(Data items)
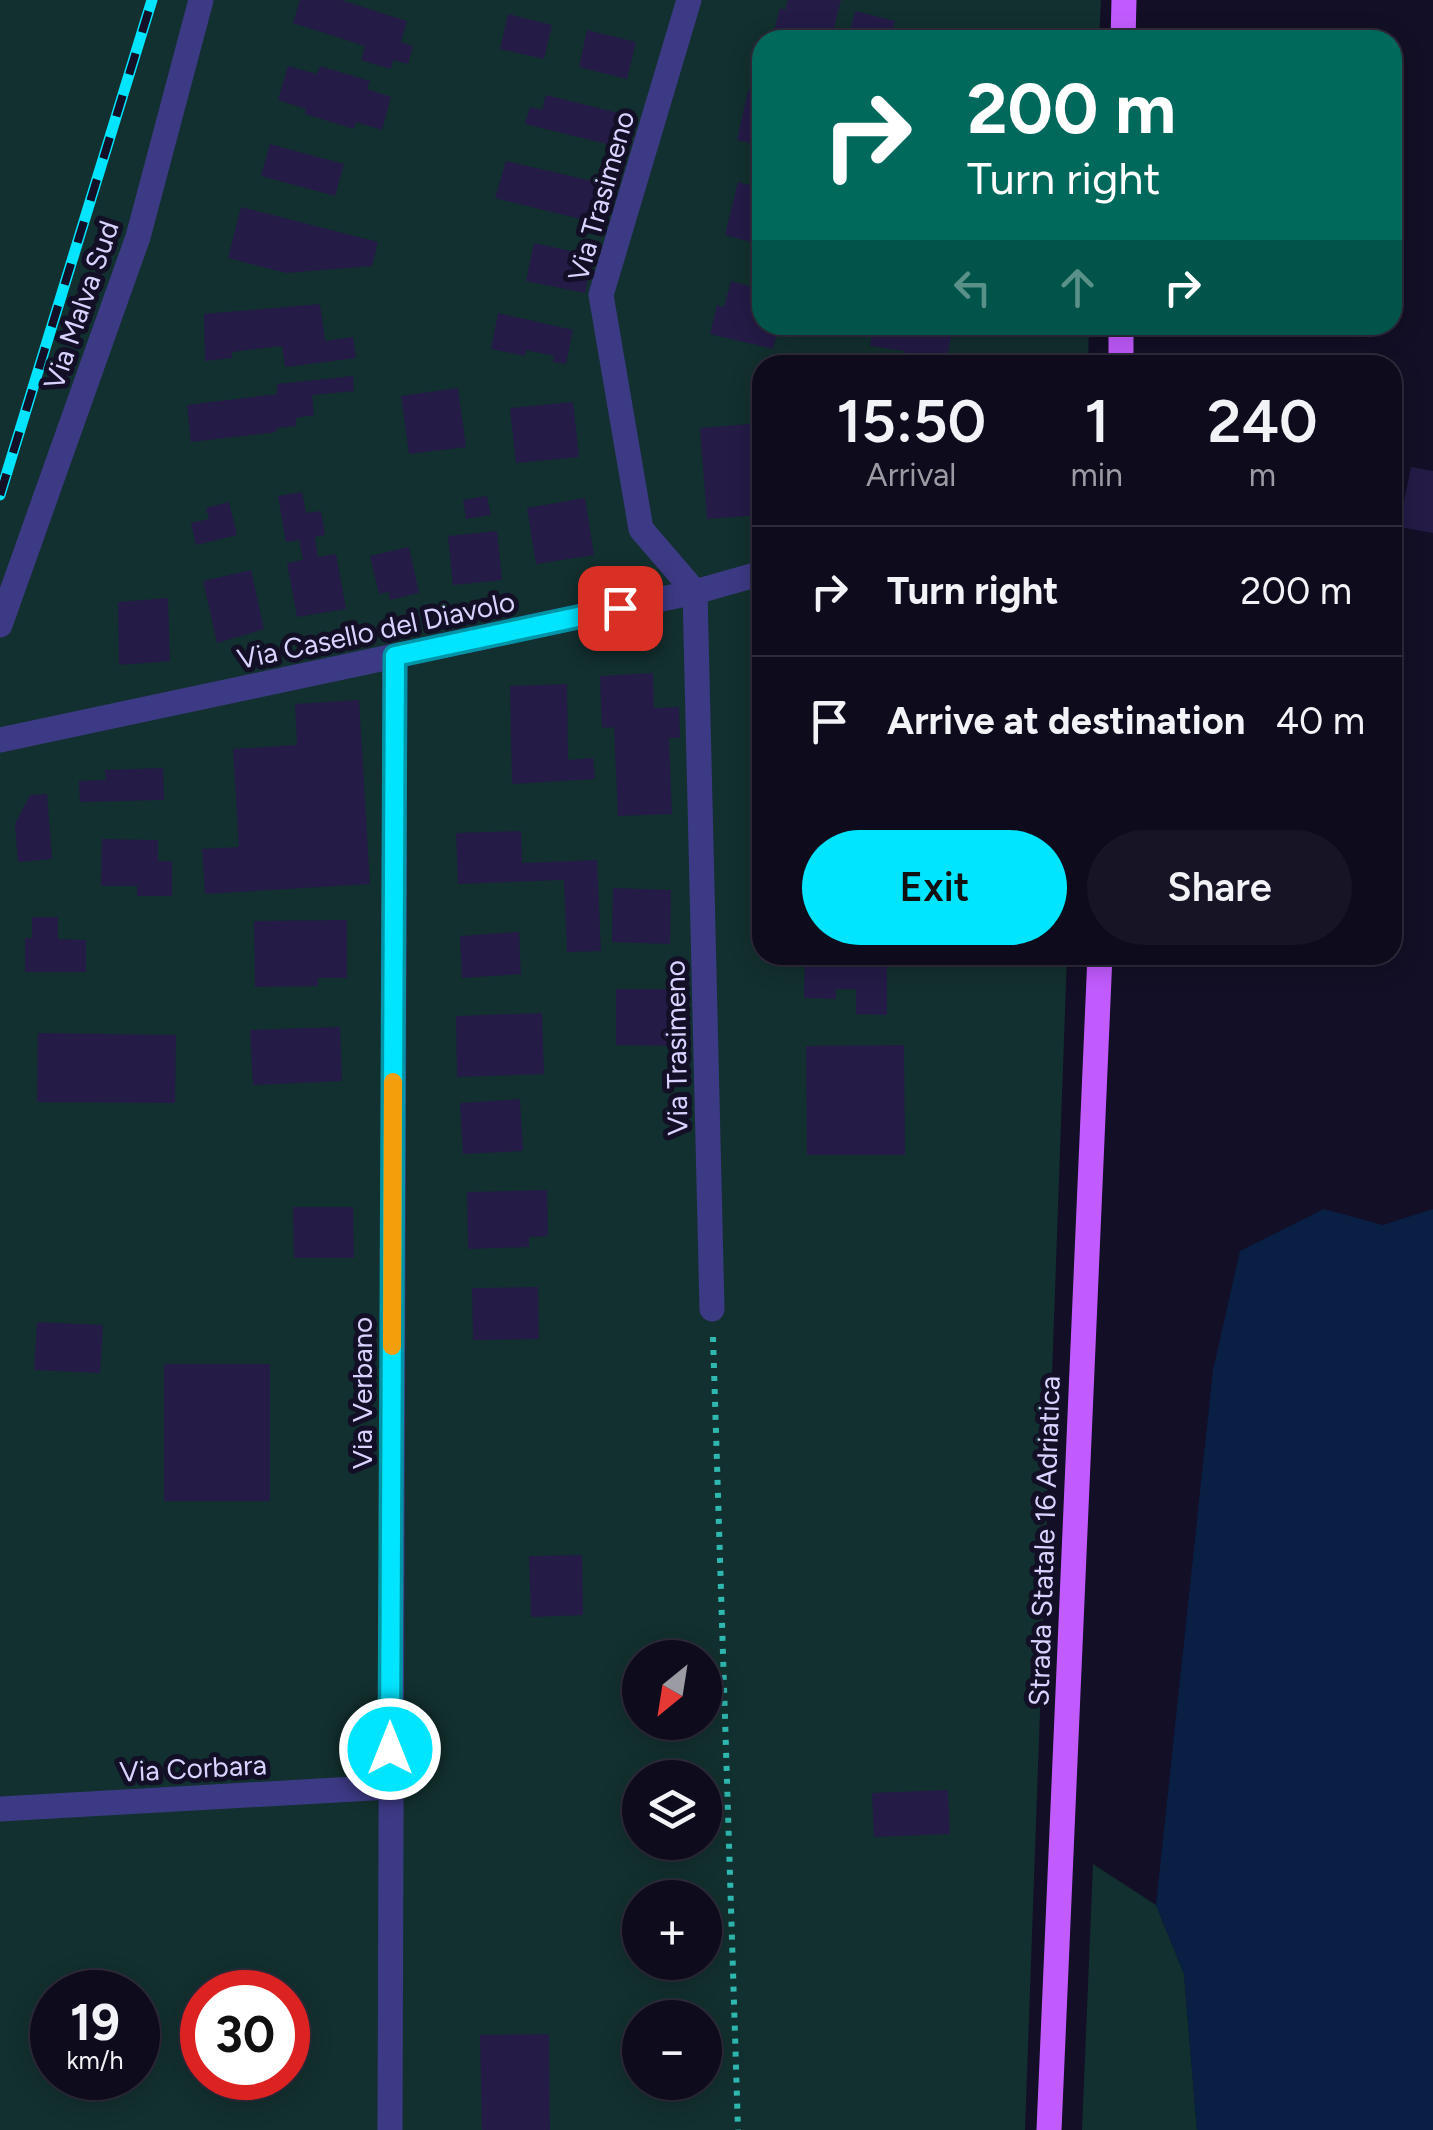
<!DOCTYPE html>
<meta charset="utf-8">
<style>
:root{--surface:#0e0b1c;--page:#171425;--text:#f1f3f6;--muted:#9b9ba3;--line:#2e2b3b;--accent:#00e5ff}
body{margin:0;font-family:Figtree,sans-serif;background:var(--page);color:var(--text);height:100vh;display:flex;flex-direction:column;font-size:38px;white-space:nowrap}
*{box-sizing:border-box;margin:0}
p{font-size:32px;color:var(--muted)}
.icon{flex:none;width:55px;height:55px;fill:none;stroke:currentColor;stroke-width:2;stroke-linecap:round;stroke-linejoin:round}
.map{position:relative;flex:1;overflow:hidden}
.side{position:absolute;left:752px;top:355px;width:650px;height:610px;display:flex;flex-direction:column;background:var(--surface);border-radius:30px;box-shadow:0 5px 25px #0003,0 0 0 2px var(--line)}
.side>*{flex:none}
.hud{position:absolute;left:752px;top:30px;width:650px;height:305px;border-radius:30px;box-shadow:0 5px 25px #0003,0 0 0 2px var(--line);background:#00695c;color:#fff;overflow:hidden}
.needle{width:65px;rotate:210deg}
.fabs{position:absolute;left:622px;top:1640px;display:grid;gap:20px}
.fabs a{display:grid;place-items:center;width:100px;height:100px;border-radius:50%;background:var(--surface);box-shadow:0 5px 25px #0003,0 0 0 2px var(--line);font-size:50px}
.speed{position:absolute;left:30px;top:1970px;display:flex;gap:20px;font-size:50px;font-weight:700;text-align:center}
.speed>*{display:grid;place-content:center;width:130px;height:130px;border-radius:50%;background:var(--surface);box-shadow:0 5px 25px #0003,0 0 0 2px var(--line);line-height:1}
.speed small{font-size:25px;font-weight:400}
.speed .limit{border:15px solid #d22;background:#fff;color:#111}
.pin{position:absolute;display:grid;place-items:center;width:85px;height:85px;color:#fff;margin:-42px;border-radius:20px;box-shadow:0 5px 15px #0006}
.me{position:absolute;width:110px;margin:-55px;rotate:0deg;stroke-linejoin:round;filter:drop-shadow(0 0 8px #0008)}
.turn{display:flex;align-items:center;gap:35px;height:210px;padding:0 50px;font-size:45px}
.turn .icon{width:130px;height:130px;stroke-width:2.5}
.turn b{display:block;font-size:70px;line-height:85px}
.lanes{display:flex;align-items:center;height:95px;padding:0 50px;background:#0003;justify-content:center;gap:50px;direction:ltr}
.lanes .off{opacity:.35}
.eta{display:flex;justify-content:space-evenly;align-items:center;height:170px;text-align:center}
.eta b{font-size:60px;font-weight:600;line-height:70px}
.primary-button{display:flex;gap:20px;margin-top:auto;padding:20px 50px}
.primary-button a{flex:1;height:115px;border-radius:60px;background:var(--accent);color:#111;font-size:40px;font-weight:600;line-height:115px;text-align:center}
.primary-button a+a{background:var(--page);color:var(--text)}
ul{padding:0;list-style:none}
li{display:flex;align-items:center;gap:30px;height:130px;padding:0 50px;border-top:2px solid var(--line)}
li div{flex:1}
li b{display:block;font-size:38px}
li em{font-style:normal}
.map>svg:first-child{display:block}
.green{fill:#12302f;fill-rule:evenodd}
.water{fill:#0a1f44}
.building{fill:#241b47}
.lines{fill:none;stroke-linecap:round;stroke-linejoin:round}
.path{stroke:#2fb8b0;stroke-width:6;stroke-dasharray:5 8;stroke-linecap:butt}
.minor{stroke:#3d3a85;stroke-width:25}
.major{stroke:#c25bff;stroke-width:25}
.rail-casing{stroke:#00e5ff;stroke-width:11}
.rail{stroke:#130f26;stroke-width:8;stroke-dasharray:22;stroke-linecap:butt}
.route-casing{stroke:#0095a6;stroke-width:25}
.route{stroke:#00e5ff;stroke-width:18}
.slow{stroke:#f59e0b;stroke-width:18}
.labels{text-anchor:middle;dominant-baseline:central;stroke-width:10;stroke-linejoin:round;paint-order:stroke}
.street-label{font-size:28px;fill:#d9d4ff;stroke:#130f26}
</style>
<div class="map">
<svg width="1433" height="2130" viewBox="0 0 1433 2130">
<rect width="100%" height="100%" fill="#130f26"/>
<g class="green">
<path d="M0,0H1101L1099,40H762V325H1089L1088,365H762V955H1067L1025,2130H0ZM640,1658H705V1722H640ZM640,1778H705V1842H640ZM640,1898H705V1962H640ZM52,1992H138V2078H52ZM202,1992H288V2078H202ZM640,2018H705V2082H640Z"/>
<polygon points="1093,1864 1156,1905 1184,1974 1197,2130 1082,2130"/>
</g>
<polygon class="water" points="1324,1209 1383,1225 1433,1209 1433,2130 1197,2130 1184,1974 1156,1905 1213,1370 1240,1251"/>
<g class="building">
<polygon points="300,0 341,0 407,21 401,42 413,46 408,64 393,60 391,69 361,60 365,46 293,23"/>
<polygon points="788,0 841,0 831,40 790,40 773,35 780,8 785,10"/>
<polygon points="855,11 895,21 890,40 848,40"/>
<polygon points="508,14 552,25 544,59 500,49"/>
<polygon points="587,30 636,42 627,79 579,67"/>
<polygon points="288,66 317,74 320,66 370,81 367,89 391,97 382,130 356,122 354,129 305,114 306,109 278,100"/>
<polygon points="748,91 762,94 762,146 737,140"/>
<polygon points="546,95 619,113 611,145 525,124 530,107 542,110"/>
<polygon points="270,144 344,164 335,196 261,176"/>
<polygon points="506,161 610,185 601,224 495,198"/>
<polygon points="738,182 762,188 762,245 725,235"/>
<polygon points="241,207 378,242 372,266 286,273 228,258"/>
<polygon points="534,243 593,256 585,293 526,281"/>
<polygon points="731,281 762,290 762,325 779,325 773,349 710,334 717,305 724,307"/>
<polygon points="320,304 325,341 353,337 356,358 285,367 282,346 232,352 232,358 205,361 204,314"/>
<polygon points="498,313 573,330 566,364 553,362 554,356 526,350 525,356 491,349"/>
<polygon points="873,325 953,325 946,365 903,360 905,351 870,346"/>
<polygon points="353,376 354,391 312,395 314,415 296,418 296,426 276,428 277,432 191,442 187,405 277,394 277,384"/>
<polygon points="458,388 466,447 409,454 401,396"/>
<polygon points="573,402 579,457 516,463 510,408"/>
<polygon points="762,423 762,515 707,519 700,428"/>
<polygon points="1411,467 1433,471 1433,533 1399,527"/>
<polygon points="302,492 306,513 321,511 325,535 315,537 318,557 336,554 346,609 297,617 287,563 303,560 299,540 286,542 278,496"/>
<polygon points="487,496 491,515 466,519 463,500"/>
<polygon points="585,498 594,555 536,564 527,508"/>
<polygon points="229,502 237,535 196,545 191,523 209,519 206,508"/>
<polygon points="497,531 502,580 453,585 448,536"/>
<polygon points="409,547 419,593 390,600 389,592 379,594 370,556"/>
<polygon points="251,570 264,629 217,643 203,581"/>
<polygon points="168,598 170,661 119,665 118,602"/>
<polygon points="762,634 762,678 761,679 750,638"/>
<polygon points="653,673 654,708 679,707 680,738 669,738 672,814 618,816 614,727 602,728 600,676"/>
<polygon points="567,684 568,760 593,758 595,779 512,784 510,686"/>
<polygon points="359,700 370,884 205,894 202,849 239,847 233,749 297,745 295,704"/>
<polygon points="163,768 164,800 80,802 79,781 106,780 105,770"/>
<polygon points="47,794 52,859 18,862 15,824 30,795"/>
<polygon points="521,831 522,863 597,860 601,951 567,952 564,880 458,884 456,833"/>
<polygon points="102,839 158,840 158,861 172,861 172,896 137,896 137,886 101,886"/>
<polygon points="613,888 671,890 670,944 612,942"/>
<polygon points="32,917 58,917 58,939 86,940 86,972 25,972 25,938 32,938"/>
<polygon points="347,920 347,978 318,978 318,986 255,987 254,921"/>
<polygon points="519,932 521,974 462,978 460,936"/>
<polygon points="805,955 857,955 856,966 887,966 887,1015 856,1014 856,989 836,989 836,999 804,998"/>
<polygon points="616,989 674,989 674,1046 616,1045"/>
<polygon points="542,1013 544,1074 457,1077 456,1016"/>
<polygon points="340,1027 342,1081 253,1085 250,1030"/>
<polygon points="38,1033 176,1035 175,1103 37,1102"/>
<polygon points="904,1045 905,1155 807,1155 806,1046"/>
<polygon points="520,1099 523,1151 463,1154 460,1103"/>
<polygon points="547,1190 548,1236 529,1237 529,1247 468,1249 467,1192"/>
<polygon points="293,1207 353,1207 354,1258 294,1258"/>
<polygon points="538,1287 539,1339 473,1340 472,1288"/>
<polygon points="37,1322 103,1325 100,1373 34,1370"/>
<rect x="164" y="1364" width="106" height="137"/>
<polygon points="582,1555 583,1615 531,1617 529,1556"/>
<polygon points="948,1790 950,1834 874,1837 872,1793"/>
<polygon points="549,2034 550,2130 482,2130 480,2035"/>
</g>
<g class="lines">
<polyline class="path" points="713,1337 738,2130"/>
<g class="minor">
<polyline points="689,0 601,295 641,529 695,592 712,1309"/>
<polyline points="0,625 138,237 201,0"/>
<polyline points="0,740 695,592 762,573"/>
<polyline points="0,1809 390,1787"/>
<polyline points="390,2130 395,656"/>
</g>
<g class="major">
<polyline points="1123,40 1124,0"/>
<polyline points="1121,365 1121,325"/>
<polyline points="1049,2130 1100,955"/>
</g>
<defs>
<polyline id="rail" points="0,495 152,0"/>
</defs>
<use href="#rail" class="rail-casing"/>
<use href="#rail" class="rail"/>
</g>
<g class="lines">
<defs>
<polyline id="route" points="390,1749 395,656 620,608"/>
</defs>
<use href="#route" class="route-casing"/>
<use href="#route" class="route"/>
<polyline class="slow" points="392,1346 393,1082"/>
</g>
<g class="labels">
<g class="street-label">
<text transform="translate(601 196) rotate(-74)">Via Trasimeno</text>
<text transform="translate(81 305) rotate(-71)">Via Malva Sud</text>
<text transform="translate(376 630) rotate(-12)">Via Casello del Diavolo</text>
<text transform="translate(676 1048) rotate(-91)">Via Trasimeno</text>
<text transform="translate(362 1393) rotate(-90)">Via Verbano</text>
<text transform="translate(1044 1541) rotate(-88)">Strada Statale 16 Adriatica</text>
<text transform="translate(193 1768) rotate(-3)">Via Corbara</text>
</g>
</g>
</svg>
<div class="fabs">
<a><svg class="needle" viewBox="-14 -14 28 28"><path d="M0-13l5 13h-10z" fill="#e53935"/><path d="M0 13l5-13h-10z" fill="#9b9ba3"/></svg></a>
<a><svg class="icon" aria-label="layers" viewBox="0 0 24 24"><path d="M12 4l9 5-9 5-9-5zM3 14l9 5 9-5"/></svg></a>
<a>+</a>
<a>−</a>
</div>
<div class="speed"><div>19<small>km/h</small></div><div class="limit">30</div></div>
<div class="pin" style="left:620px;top:608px;background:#d93025"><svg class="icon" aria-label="arrive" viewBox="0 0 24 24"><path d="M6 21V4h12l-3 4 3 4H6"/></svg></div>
<svg class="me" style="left:390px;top:1749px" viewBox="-20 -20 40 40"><circle r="17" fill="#00e5ff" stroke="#fff" stroke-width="3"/><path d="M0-11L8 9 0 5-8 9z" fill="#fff"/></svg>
<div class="hud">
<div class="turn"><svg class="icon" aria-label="right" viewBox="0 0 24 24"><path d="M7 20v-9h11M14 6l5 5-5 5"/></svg><div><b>200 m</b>Turn right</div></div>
<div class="lanes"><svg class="icon off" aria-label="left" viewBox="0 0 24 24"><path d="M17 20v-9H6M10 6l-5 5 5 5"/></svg><svg class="icon off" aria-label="ahead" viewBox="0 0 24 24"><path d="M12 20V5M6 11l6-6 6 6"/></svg><svg class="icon" aria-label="right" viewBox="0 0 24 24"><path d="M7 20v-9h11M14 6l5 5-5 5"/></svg></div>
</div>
<section class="side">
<div class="eta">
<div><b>15:50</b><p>Arrival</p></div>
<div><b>1</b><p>min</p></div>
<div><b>240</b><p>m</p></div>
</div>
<ul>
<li><svg class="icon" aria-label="right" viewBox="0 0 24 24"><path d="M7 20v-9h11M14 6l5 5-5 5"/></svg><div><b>Turn right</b></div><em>200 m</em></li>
<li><svg class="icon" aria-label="arrive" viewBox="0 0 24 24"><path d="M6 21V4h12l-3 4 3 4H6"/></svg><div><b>Arrive at destination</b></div><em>40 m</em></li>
</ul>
<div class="primary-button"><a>Exit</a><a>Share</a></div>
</section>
</div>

▸ **ACTIVITY**:
Please find every line in the records above that holds the word "place" and copy it.

▸ **EXERCISE OUTPUT**:
.fabs a{display:grid;place-items:center;width:100px;height:100px;border-radius:50%;background:var(--surface);box-shadow:0 5px 25px #0003,0 0 0 2px var(--line);font-size:50px}
.speed>*{display:grid;place-content:center;width:130px;height:130px;border-radius:50%;background:var(--surface);box-shadow:0 5px 25px #0003,0 0 0 2px var(--line);line-height:1}
.pin{position:absolute;display:grid;place-items:center;width:85px;height:85px;color:#fff;margin:-42px;border-radius:20px;box-shadow:0 5px 15px #0006}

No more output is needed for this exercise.